About this exercise
Your answer is the lines below, exactly, from the one that contains "display:grid; place-items:center; flex:none;" through the one that contains "flex:1; height:92px; border-radius:12px;", both included.

Task inputs
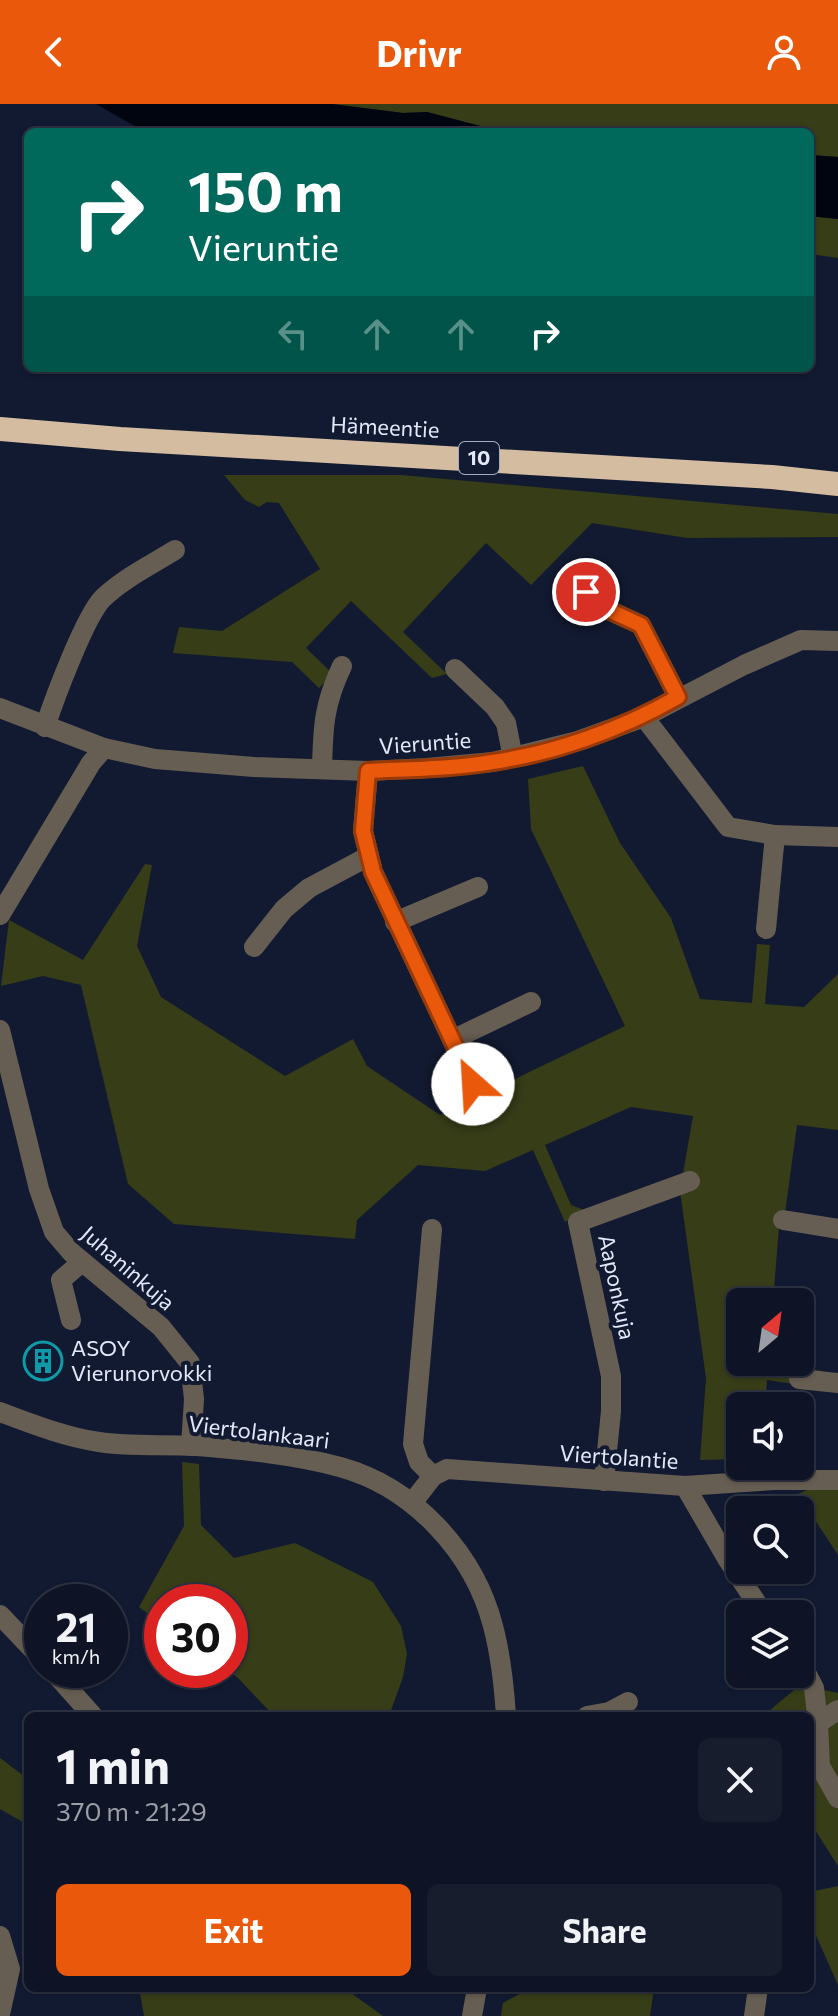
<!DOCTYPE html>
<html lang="en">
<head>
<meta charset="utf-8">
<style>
  :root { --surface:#0e1425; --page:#171d2d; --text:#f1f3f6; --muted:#9b9ea7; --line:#2e3342; --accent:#ea580c }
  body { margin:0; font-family:Commissioner,sans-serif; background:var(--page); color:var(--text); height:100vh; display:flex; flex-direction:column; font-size:30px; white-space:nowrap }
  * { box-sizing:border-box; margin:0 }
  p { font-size:26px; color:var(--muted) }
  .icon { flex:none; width:44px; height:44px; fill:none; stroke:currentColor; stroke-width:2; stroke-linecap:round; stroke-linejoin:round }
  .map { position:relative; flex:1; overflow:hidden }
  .panel { position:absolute; left:24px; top:1608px; width:790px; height:280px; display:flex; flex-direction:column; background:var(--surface); border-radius:12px; box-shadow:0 2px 6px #0004,0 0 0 2px var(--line) }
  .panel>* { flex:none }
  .banner { position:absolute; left:24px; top:24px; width:790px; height:244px; border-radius:12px; box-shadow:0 2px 6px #0004,0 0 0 2px var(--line); background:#00695c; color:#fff; overflow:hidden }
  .needle { width:52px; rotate:29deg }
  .controls { position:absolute; left:726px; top:1184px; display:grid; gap:16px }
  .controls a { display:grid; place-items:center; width:88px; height:88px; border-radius:12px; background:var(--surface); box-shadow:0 2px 6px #0004,0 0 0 2px var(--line); font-size:40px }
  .speed { position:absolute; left:24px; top:1480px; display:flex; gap:16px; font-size:40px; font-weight:700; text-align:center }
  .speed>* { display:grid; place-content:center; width:104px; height:104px; border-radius:50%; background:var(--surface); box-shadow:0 2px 6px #0004,0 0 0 2px var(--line); line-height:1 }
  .speed small { font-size:20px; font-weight:400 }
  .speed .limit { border:12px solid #d22; background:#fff; color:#111 }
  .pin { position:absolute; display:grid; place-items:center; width:68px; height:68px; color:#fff; margin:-34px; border:4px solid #fff; border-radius:50%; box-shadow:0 2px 8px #0007 }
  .me { position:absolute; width:88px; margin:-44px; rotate:334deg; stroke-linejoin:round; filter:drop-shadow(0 0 6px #0008) }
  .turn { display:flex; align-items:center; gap:28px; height:168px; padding:0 32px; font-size:36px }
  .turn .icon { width:104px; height:104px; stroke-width:2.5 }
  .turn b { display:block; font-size:56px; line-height:68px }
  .lanes { display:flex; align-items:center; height:76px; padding:0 32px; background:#0003; justify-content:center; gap:40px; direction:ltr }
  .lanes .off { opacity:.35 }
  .round { display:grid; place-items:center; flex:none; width:84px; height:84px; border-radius:12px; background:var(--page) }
  .headline { display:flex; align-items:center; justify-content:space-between; height:136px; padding:0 32px }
  h1 { font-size:48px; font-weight:700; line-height:60px }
  .cta { display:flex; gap:16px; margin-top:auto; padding:16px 32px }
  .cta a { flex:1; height:92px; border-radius:12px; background:var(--accent); color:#fff; font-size:32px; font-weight:700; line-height:92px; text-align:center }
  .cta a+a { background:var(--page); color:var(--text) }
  header { display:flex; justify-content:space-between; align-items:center; height:104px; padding:0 32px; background:var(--accent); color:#fff; font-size:36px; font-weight:700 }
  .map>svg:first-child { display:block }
  .green { fill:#363d17 }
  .water { fill:#000510 }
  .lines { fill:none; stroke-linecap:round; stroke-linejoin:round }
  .minor { stroke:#675e53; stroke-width:20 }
  .highway { stroke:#d4bca1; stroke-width:24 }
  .route-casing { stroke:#983908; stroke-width:20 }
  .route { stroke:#ea580c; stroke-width:14 }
  .labels { text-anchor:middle; stroke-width:8; stroke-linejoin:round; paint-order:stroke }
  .shield { fill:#121a31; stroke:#a4abbd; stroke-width:2 }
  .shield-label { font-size:20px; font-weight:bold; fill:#e3e9f9 }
  .street-label { font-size:22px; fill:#e3e9f9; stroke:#121a31 }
  .poi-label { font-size:22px; fill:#e3e9f9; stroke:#121a31; text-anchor:start }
</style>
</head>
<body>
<header><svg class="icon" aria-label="back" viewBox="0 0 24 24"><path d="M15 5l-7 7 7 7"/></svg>Drivr<svg class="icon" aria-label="person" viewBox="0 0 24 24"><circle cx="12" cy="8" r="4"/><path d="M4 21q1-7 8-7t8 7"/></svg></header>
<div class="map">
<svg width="838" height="1912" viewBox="0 0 838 1912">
  <rect width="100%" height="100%" fill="#121a31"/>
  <g class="green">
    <polygon points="332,0 838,0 838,53 810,51 810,28 503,28 427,8 403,9"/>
    <polygon points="810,112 838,115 838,154 810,150"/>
    <polygon points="224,371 401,371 838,410 838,433 687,434 592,419 531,481 486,439 403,528 447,570 432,574 351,497 306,544 333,570 319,584 292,558 173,549 179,523 222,527 320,465 279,399 267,398 259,403 245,396"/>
    <polygon points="583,662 620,739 671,814 700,895 752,899 757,840 770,841 765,900 804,903 838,870 838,1026 797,1021 785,1109 779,1123 773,1198 740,1198 740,1258 768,1258 822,1267 820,1284 767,1276 765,1302 740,1302 740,1355 700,1356 706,1274 680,1087 693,1012 631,1003 545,1041 571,1101 587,1107 565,1118 533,1046 485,1067 418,1061 357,1116 355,1135 174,1120 128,1080 81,881 43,872 1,882 9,816 83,856 145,760 152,761 137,842 161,893 285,972 353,935 367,962 440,1011 478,992 458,951 469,945 490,987 625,922 531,725 528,675"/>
    <polygon points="182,1358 199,1360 201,1421 234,1454 295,1439 373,1478 401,1522 407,1550 403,1573 389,1612 274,1612 238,1574 227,1566 230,1566 230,1498 162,1498 162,1520 139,1503 184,1422"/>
    <polygon points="814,1383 838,1383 838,1451 798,1390"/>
    <polygon points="800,1581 838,1589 838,1762 810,1718 810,1612 763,1612"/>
    <polygon points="0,1654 28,1675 28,1721 0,1705"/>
    <polygon points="838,1782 838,1881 810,1818 810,1788"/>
    <polygon points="139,1884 344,1884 383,1912 144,1912"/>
    <polygon points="530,1884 654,1884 650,1912 501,1912 503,1899"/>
  </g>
  <g class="water">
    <polygon points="96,0 332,0 403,9 427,8 503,28 145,28"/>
    <polygon points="810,51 838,53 838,115 810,112"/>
  </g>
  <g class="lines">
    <g class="minor">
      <polyline points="570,473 602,503 641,521 678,593"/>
      <polyline points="455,565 495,603 506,619 513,654"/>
      <polyline points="0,604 104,644 155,655 254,663 368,667 427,664 493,658 578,637 644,613 744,561 801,536 838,537"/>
      <polyline points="644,613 728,723 775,731 838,733"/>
      <path d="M45,623C54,596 85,512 103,494C124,474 151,461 175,446"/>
      <path d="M322,664C323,622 324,600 342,562"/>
      <polyline points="368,667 363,727 373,768 473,980"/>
      <polyline points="0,811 91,659 104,644"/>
      <polyline points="395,818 478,783"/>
      <polyline points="766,825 775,731"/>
      <polyline points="254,843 284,805 309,784 369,752"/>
      <polyline points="0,926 39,1085 54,1128 72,1149 161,1223 190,1259 194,1295 191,1342"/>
      <polyline points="452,936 531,898"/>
      <polyline points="783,1116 838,1125"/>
      <polyline points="432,1125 413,1340 419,1358 433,1372"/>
      <polyline points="71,1216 61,1176 82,1158"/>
      <polyline points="799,1275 838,1279"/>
      <path d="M0,1308C32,1320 65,1333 99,1338C131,1343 163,1340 196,1342C244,1346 293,1350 340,1363C413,1383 474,1448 493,1522C501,1552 504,1581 506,1612"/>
      <polyline points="604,1377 611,1307 611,1272 578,1118 690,1077"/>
      <polyline points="685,1382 728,1456 764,1510"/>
      <polyline points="412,1399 433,1372 447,1365 685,1382 774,1376 838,1376"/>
      <polyline points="0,1511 42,1555"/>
      <polyline points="800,1557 814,1584 818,1619"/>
      <polyline points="52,1566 93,1612"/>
      <polyline points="838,1606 818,1619 820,1662 838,1694"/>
      <polyline points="587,1612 609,1608 628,1598"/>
      <polyline points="0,1832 10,1865 0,1910"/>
      <polyline points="472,1912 477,1884"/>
      <polyline points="754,1912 758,1884"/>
    </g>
    <polyline class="highway" points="0,325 120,335 772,373 838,380"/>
  </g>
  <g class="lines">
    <g class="route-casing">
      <path id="route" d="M473,980L373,768L363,727L368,667C409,665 451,665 492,658C556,649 622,625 678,593L641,521L602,503L586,488"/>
    </g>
    <use href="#route" class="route"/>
  </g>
  <defs>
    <g id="building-ring" transform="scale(2)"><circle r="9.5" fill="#121a31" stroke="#0f9aa8" stroke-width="1.5"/><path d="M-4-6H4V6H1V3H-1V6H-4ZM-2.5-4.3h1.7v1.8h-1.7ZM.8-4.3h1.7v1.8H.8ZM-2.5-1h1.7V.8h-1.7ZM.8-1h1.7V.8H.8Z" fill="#0f9aa8"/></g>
  </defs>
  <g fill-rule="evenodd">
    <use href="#building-ring" x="43" y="1257"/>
  </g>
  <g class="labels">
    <rect class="shield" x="459" y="338" width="40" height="32" rx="6"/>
    <g class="shield-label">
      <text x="479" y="361">10</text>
    </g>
    <g class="street-label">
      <text transform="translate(385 323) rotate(3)" y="8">Hämeentie</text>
      <text transform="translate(425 639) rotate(-4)" y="8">Vieruntie</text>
      <text transform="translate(128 1164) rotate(41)" y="8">Juhaninkuja</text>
      <text transform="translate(617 1183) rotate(78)" y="8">Aaponkuja</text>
      <text transform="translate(259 1328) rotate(7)" y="8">Viertolankaari</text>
      <text transform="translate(619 1353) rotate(4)" y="8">Viertolantie</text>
    </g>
    <g class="poi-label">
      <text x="71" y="1252">ASOY<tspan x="71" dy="25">Vierunorvokki</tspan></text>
    </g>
  </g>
</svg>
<div class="controls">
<a><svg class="needle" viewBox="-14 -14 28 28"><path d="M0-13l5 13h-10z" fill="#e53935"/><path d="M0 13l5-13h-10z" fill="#9b9ea7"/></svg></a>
<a><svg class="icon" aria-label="sound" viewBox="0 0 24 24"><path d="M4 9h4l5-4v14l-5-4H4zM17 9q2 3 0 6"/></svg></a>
<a><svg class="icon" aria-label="search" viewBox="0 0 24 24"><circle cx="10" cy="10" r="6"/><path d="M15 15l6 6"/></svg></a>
<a><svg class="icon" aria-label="layers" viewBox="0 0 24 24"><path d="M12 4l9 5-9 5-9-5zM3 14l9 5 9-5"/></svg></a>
</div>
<div class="speed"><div>21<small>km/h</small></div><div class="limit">30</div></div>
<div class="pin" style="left:586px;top:488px;background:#d93025"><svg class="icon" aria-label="arrive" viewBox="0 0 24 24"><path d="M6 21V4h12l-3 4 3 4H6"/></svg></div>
<svg class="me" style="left:473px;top:980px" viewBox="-20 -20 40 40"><circle r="19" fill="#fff"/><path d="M0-13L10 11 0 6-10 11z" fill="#ea580c"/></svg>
<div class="banner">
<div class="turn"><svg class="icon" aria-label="right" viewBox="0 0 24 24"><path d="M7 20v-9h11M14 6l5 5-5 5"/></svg><div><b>150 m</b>Vieruntie</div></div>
<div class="lanes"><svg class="icon off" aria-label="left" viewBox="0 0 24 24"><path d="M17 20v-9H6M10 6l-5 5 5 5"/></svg><svg class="icon off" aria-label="ahead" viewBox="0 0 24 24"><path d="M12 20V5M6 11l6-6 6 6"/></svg><svg class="icon off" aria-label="ahead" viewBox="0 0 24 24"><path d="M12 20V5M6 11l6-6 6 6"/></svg><svg class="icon" aria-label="right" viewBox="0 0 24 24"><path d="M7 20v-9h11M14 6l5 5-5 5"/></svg></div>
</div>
<section class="panel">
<div class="headline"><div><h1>1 min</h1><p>370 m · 21:29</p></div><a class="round"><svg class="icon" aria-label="close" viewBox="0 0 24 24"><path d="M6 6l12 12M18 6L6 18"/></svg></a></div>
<div class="cta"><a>Exit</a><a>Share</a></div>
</section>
</div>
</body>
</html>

Solved problem
  .round { display:grid; place-items:center; flex:none; width:84px; height:84px; border-radius:12px; background:var(--page) }
  .headline { display:flex; align-items:center; justify-content:space-between; height:136px; padding:0 32px }
  h1 { font-size:48px; font-weight:700; line-height:60px }
  .cta { display:flex; gap:16px; margin-top:auto; padding:16px 32px }
  .cta a { flex:1; height:92px; border-radius:12px; background:var(--accent); color:#fff; font-size:32px; font-weight:700; line-height:92px; text-align:center }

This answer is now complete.